Friday, June 17, 2016

A Rather Brief History of Industrial Music

"To escape the horror, bury yourself in it."
-Genet




In the mid to late 1970s a new musical movement, known as punk, emerged in the United States and England, quickly spreading to other countries. The history of Punk itself can, and has, filled volumes, and my purpose is not to recount or critique it here. For our purposes, Punk is significant for ONE reason: It blew the lid off established musical forms and opened the door for a resurgence of innovation.

The number of genres and sub genres that look to punk as musical forefathers is vast. Post-Punk, Hard Rock, Goth, Death Rock, Industrial, EBM, Indie Rock, Emo, Grunge, Metal, Future Pop, Power Noise, etc... all owe a greater or lesser debt to the accomplishments of a rather small number of people banging their fists against the mainstream for a couple of years in the 1970s.

The purpose of this document is not to explain all of them, or even to explain the rise and fall of different bands, labels, individuals, and scenes within Industrial Music in depth. For that I will refer you to the rather good Wikipedia article on this topic. Here I am only providing a rough outline to convey the basics of what different phases the genre has passed through, from its origins, to its current parodic death throws.


This transformation can be appreciated by focusing on five distinct periods of development.


I) The First Wave of Industrial Music
II) Electronica + Sampling & The Golden Age of Industrial
III) Evolution + The Aggro-EBM of the late 1990s
IV) The Wilderness
V) Parodic Phase



I The First Wave of Industrial Music

 

 

Industrial has traditionally be characterized as a percussion-intensive genre. This is generally true, however it has been as much focused on simple audio experimentation as it has been with the aesthetic of people banging on things. Take Throbbing Gristle - one of the first "industrial" bands. Using effected guitar and bass, primitive synthesizers, tape loops, and random additional instruments, they created very strange sound-collages that did not generally fit into the traditional "song" structure. If Richard Wright of Pink Floyd was one of the first to use synthesizers as an integral part of pop music in the 1970s, Throbbing Gristle, and their peers in this time (Bands such as Cabaret Voltaire, SPK, Monte Cazazza, Einstürzende Neubauten) were still trying to use - anything and everything - to push and break the limits of what we consider "music".

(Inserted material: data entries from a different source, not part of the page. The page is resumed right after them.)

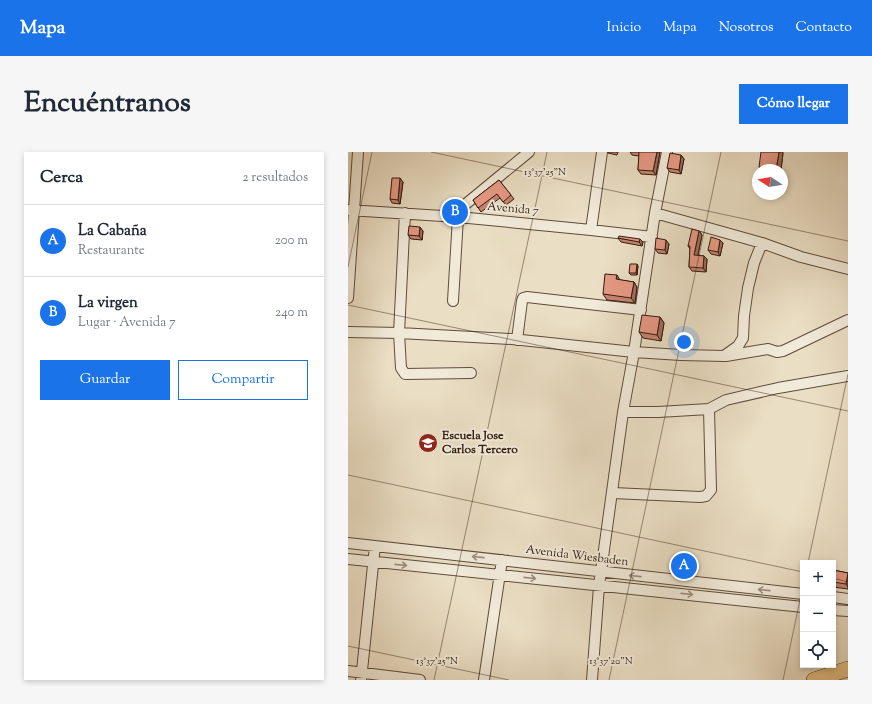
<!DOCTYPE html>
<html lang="es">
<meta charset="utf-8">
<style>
:root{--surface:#fff;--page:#f6f6f7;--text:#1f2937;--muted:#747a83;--line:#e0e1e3;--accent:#1a73e8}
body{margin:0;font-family:"Sorts Mill Goudy",serif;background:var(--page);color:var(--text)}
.controls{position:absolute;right:12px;bottom:12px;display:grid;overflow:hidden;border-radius:0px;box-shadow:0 2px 6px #0003}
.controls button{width:36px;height:36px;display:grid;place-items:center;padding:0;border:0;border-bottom:1px solid var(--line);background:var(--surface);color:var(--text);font:20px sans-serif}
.compass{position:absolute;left:404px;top:12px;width:36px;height:36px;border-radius:50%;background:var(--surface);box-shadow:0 2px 6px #0003;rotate:282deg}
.you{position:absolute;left:336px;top:190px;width:14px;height:14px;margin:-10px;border:3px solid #fff;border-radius:50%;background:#1a73e8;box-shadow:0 0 0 6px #1a73e833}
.badge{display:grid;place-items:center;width:26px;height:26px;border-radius:50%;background:var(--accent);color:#fff;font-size:13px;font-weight:700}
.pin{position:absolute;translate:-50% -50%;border:2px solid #fff;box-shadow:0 1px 4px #0006}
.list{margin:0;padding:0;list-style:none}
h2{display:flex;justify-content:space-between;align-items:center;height:52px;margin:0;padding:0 16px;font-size:17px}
h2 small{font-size:13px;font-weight:400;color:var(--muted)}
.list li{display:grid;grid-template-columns:26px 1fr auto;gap:12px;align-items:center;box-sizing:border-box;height:72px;padding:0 16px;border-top:1px solid var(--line)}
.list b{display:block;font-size:15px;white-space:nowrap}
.list p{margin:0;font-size:13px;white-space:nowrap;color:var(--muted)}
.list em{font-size:13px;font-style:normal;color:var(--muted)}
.actions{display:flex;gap:8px;padding:12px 16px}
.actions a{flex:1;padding:9px 0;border:1px solid var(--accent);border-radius:0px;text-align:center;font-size:14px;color:var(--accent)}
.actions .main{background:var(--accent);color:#fff}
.icon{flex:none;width:22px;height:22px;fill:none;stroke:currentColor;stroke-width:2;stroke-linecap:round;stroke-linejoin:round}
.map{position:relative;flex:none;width:500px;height:528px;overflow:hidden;border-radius:0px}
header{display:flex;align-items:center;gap:24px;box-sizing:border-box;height:56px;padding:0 20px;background:var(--accent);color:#fff}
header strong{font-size:19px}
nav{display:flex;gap:22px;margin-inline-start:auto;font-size:14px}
.intro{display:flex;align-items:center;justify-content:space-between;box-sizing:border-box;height:96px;padding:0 24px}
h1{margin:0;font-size:28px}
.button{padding:10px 18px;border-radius:0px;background:var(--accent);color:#fff;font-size:14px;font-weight:700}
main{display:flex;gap:24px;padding:0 24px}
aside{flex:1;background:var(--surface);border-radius:0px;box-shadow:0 2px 6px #0003}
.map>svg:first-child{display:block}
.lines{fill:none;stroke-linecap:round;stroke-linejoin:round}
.minor-casing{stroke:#5f4b3c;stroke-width:12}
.highway-casing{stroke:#311a0f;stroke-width:16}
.minor{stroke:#f1ead9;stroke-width:10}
.highway{stroke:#e5bf82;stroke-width:15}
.wall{fill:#c68472;stroke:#311a0f}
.shaded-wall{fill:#a16b5c;stroke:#311a0f}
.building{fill:#e69984;stroke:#311a0f}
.oneway{stroke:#9b8c7e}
.ticks{fill:none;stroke:#311a0f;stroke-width:1;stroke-opacity:0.45}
.labels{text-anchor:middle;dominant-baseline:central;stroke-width:4;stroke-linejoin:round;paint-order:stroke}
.street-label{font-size:12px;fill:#311a0f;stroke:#f1ead9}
.poi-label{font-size:12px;font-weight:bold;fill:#311a0f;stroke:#f1ead9;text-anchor:start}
.ticks-label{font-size:10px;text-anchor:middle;fill:#311a0f;stroke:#f1ead9;stroke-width:4;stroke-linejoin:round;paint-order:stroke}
</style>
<header>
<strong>Mapa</strong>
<nav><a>Inicio</a><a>Mapa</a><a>Nosotros</a><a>Contacto</a></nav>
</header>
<div class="intro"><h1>Encuéntranos</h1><a class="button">Cómo llegar</a></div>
<main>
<aside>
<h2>Cerca<small>2 resultados</small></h2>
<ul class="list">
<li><span class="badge">A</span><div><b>La Cabaña</b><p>Restaurante</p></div><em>200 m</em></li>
<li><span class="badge">B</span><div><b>La virgen</b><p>Lugar · Avenida 7</p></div><em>240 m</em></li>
</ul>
<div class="actions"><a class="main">Guardar</a><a>Compartir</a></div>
</aside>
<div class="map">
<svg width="500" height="528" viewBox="0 0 500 528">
<rect width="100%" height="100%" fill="#eadec4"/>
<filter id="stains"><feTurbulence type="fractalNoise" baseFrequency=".005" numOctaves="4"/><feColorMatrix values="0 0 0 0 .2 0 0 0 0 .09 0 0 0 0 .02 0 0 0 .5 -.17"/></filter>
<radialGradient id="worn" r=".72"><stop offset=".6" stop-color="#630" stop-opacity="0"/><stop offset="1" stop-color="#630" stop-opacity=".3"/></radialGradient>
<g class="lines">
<defs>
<path id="minor" d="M0,58L110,65L243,78L304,85
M57,61L51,181L53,216L57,222L123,221
M307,61L414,91L453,105L500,117
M102,65L181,0
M243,78L254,0
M0,146L10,0
M105,149L110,65
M0,180L51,181L164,187L286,200L333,203L376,204L390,194L395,186L396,164L400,136L406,111L414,91
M169,188L174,149L175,146L179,145L293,158
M378,204L420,197L429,200L435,199L500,168
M275,260H310L361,257L378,248L430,236L500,224
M265,341L352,345L358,344L363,338L361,257
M0,391L455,442
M0,407L455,455
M485,445L500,447
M485,458L500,459
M0,519L72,528
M13,528L27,394
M136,528L154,408
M244,528L251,434L275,260L286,200L307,61L319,0"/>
<path id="highway" d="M466,528L500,517"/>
</defs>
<use href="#minor" class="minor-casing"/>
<use href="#highway" class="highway-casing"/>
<use href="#minor" class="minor"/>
<use href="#highway" class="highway"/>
</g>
<path class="wall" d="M260,0H270L269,3L260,1Z
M282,0H312L308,23L293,22L290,18L291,4L284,3Z
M435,1L433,18H413L411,15Z
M333,3L336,7L333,22L322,20L319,16Z
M151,28L166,47L158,53L152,46L133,60L125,48Z
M55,30L52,52L44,51L42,47Z
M75,79L74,88L63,87L60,83Z
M351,79L354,83L350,103L356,104L359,107L358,120L344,119L341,115L342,97L340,94Z
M270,86L295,90L294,94L273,90Z
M372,88L375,91L372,104L363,102L360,98Z
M321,92L319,102L310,101L307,97Z
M290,114L289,123H283L281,121Z
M272,128L286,130L289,135L287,151L259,148L255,142Z
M312,165L316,171L313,189L295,186L291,180Z
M485,418L500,421V437L485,435Z"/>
<path class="shaded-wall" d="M309,0H312L308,23L305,19Z
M431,0H435V1L433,18H428Z
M333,3L336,7L333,22L331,18Z
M52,26L55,30L52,52L50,48Z
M72,75L75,79L74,88L71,84Z
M351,79L354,83L349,107L346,103Z
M292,87L295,90L294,94L291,90Z
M318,88L321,92L319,102L317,98Z
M372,88L375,91L372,104L370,100Z
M356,104L359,107L358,120L355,116Z
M289,112L290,114L289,123L288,121Z
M269,123L272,128L268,127Z
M286,130L289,135L287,151L283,146Z
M312,165L316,171L313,189L309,183Z
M500,421V435L498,432Z"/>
<path class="building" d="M291,0H309L305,19L290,18Z
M413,0H431L428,18L411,15Z
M322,1L333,3L331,18L319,16Z
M44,26H52L50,48L42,47Z
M151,28L163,43L155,50L149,42L130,56L125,48Z
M61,74L72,75L71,84L60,83Z
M344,77L351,79L346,103L356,104L355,116L341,115L342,94H340Z
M271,84L292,87L291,90L270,86Z
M363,85L372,88L370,100L360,98Z
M308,86L318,88L317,98L307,97Z
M282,112H289L288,121H281Z
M257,122L269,123L268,127L286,130L283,146L255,142Z
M294,163L312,165L309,183L291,180Z
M485,418L500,421L498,432L485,430Z"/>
<defs><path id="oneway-shaft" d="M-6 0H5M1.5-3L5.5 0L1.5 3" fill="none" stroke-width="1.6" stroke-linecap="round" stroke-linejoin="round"/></defs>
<g class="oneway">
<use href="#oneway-shaft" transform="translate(130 405) rotate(-174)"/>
<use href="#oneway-shaft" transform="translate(53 413) rotate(6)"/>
<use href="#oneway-shaft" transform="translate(287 424) rotate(-174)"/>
<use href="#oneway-shaft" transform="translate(182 426) rotate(6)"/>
<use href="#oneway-shaft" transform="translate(416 438) rotate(-174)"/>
<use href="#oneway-shaft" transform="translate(339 442) rotate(6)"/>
</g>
<path class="ticks" d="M83,0L500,89M0,115L24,0M0,153L500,259M0,323L455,420M460,411L500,222M485,426L500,430M0,494L161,528M86,528L199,0M261,528L373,0M435,528L455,434"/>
<defs>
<symbol id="school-disc" viewBox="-11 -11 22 22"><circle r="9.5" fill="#8f2418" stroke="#f1ead9"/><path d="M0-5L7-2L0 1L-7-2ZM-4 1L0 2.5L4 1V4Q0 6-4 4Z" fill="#fff"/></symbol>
</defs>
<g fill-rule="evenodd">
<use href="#school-disc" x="69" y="280" width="22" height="22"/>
</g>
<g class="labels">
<g class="street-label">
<text transform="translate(165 57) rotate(5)">Avenida 7</text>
<text transform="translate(229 404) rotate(7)">Avenida Wiesbaden</text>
</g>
<g class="poi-label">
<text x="94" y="284">Escuela Jose<tspan x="94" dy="14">Carlos Tercero</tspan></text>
</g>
</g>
<g class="ticks-label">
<text x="197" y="23">13°37'25"N</text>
<text x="89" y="512">13°37'25"N</text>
<text x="263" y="512">13°37'20"N</text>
</g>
<rect width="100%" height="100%" filter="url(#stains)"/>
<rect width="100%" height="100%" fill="url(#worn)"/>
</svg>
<div class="controls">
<button>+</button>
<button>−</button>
<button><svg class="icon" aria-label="locate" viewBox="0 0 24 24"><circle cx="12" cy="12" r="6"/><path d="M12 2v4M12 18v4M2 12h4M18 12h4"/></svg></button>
</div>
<svg class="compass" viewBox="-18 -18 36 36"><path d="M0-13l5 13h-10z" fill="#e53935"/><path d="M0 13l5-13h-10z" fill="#747a83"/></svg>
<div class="you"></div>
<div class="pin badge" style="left:336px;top:414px">A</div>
<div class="pin badge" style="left:107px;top:60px">B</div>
</div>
</main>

How about replacing an electric guitar with a Jack Hammer? How about using bits of pipe, scrap metal, and oil drums, instead of traditional drum sets? What better way to reflect (or encourage?) the decay of late industrial society than by appropriating the actual material, and organic sounds, of this society? Punk had thrown open the doors for intelligent people to think about fashion, music and art in different ways... but for all its rage and fury punk has also remained one of the most musically conservative of all genres, hardly ever deviated from the traditional "rock" instrument line up. Industrial people were too creative and adventurous to limit themselves to this.

 

In the early days, synthesizers were A LOT more expensive than they are today. As a result, few people could afford them. There were no computers and MIDI Controllers to set up in one's bed room and "mess around" on. Furthermore, Digital Samplers were not readily available until the early 80's and even by then they were in short supply, very expensive, and had very limited memory and sampling rates. If, instead of a traditional "snare" drum, you wanted the sound of metal on concrete, or metal on metal, you had to actually get those real objects and carry them to a show and bang on them then. As a result, live performances of "industrial" bands in the 70s and 80s were generally more interesting than those of "industrial" bands today.